(Input data Opens)

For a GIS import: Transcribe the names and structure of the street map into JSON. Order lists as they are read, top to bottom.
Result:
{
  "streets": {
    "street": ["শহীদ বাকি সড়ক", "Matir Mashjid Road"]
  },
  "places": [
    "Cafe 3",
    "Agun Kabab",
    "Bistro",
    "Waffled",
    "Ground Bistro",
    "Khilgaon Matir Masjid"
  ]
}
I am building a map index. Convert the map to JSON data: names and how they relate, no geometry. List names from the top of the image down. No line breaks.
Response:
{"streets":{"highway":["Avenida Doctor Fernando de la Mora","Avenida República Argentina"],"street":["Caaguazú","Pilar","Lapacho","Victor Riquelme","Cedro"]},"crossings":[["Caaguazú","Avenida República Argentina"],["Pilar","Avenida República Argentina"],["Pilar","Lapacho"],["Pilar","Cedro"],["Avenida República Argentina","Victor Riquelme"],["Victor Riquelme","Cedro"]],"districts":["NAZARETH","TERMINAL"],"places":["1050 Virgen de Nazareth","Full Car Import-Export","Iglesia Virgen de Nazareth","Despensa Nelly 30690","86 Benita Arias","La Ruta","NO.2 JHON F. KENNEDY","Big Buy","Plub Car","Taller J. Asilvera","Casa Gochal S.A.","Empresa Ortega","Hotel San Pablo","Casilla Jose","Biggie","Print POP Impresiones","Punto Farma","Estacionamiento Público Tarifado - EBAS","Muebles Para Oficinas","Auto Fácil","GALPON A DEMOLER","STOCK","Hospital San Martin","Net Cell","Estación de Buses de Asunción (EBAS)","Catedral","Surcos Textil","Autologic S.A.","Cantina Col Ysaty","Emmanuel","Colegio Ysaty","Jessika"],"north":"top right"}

(Input data Closes)

### Your goal:
Pick out, from the lines above, every one that contains the string "names".

### Task output:
For a GIS import: Transcribe the names and structure of the street map into JSON. Order lists as they are read, top to bottom.
I am building a map index. Convert the map to JSON data: names and how they relate, no geometry. List names from the top of the image down. No line breaks.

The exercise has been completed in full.